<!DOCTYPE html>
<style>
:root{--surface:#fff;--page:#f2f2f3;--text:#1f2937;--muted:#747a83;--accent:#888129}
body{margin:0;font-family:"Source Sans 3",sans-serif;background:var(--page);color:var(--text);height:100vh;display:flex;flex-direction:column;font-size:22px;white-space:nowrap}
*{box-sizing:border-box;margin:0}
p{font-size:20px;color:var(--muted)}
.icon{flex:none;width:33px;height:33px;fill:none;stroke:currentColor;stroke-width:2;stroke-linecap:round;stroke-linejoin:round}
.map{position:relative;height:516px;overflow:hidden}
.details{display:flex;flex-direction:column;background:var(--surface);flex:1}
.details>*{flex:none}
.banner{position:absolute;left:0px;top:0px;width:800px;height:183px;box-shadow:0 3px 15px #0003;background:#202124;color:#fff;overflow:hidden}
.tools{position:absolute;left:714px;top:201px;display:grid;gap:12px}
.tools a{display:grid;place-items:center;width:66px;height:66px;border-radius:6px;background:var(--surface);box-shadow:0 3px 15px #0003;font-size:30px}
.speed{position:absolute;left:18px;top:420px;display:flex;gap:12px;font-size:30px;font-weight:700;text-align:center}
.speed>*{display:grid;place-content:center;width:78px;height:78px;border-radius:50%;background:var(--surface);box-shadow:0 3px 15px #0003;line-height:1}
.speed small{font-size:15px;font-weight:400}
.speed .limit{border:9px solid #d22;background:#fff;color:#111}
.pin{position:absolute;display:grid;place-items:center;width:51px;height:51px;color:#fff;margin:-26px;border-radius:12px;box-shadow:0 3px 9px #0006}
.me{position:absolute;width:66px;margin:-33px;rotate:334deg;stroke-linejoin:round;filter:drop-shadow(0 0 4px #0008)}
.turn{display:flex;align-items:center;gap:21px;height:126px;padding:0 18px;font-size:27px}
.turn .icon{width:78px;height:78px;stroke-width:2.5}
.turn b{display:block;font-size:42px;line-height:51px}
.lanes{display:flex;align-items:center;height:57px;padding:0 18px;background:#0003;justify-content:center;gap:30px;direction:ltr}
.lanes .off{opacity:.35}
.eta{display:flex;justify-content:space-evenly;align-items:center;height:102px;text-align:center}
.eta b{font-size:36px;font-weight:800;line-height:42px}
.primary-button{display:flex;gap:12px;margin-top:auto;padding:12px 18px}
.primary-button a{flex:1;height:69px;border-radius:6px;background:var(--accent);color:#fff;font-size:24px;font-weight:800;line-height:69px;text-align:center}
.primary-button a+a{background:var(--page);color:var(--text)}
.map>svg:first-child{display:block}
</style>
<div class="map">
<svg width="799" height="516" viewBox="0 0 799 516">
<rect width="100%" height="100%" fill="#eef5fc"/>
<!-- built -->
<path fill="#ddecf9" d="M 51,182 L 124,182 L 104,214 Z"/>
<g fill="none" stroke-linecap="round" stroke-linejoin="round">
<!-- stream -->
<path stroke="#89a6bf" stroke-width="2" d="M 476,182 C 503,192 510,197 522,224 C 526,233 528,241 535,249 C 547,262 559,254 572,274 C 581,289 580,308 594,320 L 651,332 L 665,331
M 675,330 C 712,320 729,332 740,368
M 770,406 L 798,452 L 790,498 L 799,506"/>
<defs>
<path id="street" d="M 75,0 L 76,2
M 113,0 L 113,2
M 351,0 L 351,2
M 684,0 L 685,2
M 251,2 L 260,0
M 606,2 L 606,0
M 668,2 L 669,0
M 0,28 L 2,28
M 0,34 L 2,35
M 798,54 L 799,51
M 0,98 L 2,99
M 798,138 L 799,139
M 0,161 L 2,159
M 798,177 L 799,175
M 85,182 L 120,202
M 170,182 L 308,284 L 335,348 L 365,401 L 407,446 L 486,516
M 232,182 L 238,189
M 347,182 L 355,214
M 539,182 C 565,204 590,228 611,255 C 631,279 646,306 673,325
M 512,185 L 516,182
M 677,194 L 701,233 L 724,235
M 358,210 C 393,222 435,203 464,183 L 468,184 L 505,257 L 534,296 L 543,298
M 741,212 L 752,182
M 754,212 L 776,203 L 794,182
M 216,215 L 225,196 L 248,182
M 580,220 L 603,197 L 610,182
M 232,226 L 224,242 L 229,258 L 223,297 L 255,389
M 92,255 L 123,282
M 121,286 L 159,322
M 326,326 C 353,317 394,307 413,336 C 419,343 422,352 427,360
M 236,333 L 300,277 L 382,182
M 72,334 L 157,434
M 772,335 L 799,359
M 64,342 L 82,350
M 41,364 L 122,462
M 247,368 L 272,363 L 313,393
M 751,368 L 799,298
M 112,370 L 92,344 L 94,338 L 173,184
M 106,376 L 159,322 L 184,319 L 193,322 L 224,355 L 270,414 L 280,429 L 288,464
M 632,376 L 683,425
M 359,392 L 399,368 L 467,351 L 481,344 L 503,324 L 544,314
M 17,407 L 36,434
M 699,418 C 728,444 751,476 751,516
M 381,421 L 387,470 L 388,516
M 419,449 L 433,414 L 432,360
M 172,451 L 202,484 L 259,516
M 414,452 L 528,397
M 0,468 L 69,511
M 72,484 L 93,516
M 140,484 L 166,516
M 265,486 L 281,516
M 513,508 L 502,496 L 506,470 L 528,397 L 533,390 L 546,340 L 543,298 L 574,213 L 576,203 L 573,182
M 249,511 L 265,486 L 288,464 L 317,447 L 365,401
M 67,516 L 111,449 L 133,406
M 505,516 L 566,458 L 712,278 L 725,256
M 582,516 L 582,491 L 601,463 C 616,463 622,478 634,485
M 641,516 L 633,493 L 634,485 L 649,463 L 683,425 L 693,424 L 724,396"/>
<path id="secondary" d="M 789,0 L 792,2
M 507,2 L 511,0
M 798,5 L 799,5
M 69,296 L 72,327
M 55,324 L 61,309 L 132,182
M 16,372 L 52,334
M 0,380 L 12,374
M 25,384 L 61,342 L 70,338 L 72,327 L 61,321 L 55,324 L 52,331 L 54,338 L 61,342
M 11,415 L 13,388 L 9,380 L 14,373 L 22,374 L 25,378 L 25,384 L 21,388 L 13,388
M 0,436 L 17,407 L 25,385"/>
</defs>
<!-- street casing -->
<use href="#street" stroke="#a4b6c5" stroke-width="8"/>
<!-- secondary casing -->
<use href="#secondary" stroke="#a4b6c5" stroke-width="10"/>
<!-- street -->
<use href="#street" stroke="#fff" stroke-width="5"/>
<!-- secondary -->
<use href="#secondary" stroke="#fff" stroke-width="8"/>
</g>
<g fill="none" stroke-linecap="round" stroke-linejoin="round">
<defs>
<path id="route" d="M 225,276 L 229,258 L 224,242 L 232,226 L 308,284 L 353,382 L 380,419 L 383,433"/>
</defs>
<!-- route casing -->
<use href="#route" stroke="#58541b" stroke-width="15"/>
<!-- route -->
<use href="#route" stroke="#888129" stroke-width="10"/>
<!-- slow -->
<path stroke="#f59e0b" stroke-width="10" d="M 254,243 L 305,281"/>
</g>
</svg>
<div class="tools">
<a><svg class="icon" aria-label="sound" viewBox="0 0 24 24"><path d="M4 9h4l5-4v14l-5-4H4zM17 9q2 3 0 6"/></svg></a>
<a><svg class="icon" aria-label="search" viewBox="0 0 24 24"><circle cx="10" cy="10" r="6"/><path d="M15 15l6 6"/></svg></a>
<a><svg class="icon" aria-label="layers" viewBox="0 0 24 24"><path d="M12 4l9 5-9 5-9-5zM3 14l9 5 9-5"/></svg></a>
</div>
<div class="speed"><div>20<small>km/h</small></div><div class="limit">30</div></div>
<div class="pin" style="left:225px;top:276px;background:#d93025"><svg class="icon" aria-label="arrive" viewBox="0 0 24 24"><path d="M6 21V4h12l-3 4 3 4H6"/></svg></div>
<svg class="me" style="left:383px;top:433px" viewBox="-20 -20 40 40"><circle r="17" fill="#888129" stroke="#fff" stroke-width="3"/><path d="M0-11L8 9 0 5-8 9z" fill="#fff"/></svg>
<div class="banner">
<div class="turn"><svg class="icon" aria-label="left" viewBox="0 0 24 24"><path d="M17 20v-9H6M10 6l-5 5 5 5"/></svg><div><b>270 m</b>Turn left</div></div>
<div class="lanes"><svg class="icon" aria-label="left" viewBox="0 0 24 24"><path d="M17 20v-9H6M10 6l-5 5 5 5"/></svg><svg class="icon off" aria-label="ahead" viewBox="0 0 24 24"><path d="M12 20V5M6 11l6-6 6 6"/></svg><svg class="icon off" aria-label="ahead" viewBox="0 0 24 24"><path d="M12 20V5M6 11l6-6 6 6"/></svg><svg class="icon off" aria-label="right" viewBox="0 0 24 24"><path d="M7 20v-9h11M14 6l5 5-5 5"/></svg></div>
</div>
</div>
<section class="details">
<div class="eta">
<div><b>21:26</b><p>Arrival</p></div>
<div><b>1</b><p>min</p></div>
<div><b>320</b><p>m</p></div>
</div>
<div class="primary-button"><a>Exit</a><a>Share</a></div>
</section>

· · · ·

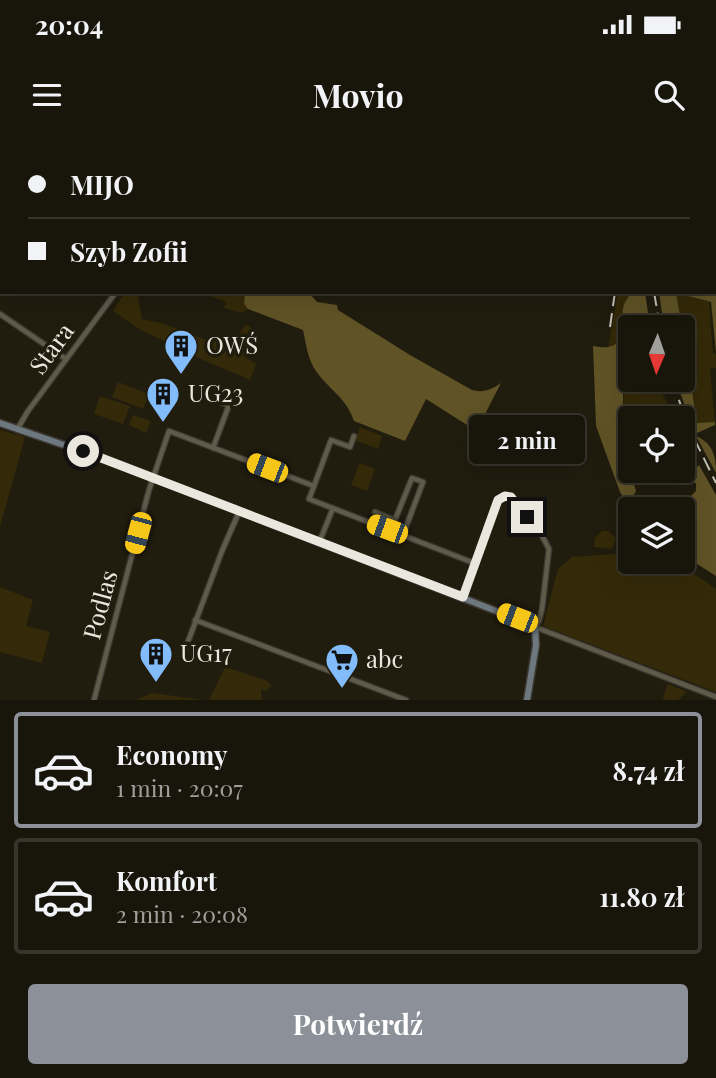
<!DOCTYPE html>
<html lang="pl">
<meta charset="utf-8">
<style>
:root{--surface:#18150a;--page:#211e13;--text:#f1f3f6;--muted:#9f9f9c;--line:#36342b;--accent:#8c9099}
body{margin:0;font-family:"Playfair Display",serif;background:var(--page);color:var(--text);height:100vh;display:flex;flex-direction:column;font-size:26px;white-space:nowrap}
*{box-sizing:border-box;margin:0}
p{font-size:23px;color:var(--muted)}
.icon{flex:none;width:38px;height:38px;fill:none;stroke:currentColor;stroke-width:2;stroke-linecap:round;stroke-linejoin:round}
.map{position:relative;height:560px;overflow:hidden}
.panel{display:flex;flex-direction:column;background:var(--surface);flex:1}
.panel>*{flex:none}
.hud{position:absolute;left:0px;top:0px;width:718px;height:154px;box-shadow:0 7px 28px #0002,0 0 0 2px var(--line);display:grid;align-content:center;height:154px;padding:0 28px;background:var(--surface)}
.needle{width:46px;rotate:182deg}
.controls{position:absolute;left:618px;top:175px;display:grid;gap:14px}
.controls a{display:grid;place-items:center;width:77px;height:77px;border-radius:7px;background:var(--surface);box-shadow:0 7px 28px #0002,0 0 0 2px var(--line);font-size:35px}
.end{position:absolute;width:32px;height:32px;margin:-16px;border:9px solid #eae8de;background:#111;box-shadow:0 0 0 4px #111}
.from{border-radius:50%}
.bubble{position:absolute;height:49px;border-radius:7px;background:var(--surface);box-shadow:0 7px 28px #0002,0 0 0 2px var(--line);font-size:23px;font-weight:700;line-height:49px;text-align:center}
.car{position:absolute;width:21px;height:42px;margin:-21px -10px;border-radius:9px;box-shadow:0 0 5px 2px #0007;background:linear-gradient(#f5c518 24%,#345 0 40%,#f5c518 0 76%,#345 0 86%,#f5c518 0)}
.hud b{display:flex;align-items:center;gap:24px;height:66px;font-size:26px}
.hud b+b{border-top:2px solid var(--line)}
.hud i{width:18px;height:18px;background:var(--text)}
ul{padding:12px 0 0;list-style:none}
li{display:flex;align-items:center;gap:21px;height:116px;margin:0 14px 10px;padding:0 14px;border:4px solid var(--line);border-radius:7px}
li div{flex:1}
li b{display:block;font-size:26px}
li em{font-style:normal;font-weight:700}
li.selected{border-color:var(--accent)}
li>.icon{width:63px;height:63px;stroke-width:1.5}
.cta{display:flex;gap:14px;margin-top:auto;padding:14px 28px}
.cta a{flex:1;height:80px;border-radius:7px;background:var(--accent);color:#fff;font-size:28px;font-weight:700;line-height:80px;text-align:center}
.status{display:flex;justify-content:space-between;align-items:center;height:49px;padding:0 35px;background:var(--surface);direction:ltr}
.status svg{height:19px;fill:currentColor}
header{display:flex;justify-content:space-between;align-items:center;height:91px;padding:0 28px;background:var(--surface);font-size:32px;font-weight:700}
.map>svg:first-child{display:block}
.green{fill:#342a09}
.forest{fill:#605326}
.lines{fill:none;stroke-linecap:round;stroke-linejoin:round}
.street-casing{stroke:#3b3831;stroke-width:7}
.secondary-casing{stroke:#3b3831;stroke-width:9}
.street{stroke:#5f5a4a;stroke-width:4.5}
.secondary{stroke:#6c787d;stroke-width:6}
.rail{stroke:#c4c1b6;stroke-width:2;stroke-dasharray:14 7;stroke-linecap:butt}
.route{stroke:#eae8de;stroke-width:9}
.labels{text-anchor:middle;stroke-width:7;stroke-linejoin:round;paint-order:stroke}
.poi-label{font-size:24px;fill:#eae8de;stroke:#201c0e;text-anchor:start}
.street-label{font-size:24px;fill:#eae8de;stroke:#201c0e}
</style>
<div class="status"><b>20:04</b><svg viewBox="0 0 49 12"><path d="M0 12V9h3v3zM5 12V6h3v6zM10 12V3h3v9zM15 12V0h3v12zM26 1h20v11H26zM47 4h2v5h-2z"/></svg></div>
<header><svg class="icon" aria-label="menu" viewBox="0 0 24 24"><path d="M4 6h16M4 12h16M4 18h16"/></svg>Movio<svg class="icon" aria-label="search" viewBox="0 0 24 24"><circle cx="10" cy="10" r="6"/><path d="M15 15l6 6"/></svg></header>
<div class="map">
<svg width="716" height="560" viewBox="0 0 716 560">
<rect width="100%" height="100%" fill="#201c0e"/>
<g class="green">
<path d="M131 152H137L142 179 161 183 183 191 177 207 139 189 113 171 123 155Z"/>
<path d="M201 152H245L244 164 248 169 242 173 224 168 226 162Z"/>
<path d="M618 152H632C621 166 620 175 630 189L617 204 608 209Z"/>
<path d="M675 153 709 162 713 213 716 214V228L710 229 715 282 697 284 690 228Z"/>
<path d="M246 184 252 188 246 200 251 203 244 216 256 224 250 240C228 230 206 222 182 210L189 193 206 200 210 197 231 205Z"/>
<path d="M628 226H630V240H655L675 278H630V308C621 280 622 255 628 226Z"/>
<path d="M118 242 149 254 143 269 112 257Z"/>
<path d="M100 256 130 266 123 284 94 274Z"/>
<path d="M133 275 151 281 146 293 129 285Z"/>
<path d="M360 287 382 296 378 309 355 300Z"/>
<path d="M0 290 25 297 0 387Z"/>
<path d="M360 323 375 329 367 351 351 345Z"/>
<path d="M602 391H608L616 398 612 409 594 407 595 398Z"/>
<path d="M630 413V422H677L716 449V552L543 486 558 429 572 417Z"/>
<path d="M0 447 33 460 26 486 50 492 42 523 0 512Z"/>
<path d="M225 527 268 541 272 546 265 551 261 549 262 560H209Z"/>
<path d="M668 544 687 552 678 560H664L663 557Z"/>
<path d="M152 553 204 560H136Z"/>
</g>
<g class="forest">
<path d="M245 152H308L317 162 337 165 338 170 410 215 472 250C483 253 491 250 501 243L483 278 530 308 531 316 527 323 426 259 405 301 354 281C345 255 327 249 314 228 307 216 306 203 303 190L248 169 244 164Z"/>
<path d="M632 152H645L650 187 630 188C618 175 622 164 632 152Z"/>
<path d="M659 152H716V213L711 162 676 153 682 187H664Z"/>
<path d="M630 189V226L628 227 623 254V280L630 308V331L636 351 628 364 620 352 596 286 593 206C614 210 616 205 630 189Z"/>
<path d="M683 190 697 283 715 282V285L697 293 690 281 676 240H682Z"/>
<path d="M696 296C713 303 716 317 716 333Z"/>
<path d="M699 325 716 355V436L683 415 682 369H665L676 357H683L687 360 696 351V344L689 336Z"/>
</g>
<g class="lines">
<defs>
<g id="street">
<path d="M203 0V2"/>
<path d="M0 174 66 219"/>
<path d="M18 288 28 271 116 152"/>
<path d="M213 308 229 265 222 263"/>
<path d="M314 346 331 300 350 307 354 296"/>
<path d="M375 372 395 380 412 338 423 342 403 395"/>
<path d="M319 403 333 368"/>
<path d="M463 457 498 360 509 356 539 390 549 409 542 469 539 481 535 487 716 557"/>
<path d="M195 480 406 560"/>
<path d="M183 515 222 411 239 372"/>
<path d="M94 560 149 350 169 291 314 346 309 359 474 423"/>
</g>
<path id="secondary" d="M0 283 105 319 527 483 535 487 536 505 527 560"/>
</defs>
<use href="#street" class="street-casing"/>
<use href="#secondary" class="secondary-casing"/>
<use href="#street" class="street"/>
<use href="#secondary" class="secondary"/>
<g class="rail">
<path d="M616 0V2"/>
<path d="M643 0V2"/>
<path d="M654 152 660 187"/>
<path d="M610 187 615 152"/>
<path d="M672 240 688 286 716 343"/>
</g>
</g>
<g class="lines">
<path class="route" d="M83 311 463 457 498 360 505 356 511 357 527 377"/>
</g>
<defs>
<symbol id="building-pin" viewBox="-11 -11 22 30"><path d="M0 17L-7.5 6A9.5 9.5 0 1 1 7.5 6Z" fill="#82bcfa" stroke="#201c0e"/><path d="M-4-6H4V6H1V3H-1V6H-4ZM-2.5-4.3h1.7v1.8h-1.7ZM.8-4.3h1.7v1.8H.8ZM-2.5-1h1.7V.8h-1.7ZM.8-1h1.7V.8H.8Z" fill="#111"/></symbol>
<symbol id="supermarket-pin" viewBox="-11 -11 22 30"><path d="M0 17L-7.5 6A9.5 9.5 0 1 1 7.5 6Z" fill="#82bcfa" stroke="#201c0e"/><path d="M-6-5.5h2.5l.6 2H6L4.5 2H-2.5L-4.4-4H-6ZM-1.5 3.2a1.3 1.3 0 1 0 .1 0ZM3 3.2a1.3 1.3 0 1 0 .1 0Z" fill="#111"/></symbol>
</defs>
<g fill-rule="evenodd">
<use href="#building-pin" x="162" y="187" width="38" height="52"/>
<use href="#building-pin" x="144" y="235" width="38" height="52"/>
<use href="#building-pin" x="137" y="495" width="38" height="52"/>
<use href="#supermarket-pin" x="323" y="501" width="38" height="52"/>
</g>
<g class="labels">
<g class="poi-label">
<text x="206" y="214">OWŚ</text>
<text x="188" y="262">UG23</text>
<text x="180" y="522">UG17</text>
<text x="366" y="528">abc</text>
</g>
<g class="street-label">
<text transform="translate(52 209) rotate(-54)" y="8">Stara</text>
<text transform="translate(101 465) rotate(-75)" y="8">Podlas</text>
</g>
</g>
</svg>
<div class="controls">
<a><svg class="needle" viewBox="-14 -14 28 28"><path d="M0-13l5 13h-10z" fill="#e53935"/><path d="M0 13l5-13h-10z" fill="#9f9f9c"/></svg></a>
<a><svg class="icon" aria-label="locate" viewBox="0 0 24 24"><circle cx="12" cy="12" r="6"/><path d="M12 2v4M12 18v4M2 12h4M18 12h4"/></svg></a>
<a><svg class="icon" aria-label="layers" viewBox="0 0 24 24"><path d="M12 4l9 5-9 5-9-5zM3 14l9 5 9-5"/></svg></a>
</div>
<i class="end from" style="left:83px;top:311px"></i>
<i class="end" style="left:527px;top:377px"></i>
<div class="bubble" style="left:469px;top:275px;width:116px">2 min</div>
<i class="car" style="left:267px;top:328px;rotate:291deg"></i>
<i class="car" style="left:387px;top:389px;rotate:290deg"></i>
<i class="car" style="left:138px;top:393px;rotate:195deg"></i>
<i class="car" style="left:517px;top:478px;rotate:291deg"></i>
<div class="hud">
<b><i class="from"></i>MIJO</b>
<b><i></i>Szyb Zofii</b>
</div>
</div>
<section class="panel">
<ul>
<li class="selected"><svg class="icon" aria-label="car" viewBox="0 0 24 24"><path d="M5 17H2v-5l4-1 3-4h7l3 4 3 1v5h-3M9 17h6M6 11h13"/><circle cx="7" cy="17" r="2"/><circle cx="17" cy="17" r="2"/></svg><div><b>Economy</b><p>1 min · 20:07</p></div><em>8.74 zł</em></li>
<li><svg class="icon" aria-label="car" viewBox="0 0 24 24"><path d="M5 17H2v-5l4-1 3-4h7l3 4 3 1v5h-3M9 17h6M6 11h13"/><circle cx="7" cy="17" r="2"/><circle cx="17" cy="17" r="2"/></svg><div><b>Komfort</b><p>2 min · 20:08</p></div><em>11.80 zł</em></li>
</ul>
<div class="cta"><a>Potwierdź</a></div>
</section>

· · · ·

**What is expected**. What lines in the entries above hold "small"? Copy every one.

**Written solution**.
.speed small{font-size:15px;font-weight:400}
<div class="speed"><div>20<small>km/h</small></div><div class="limit">30</div></div>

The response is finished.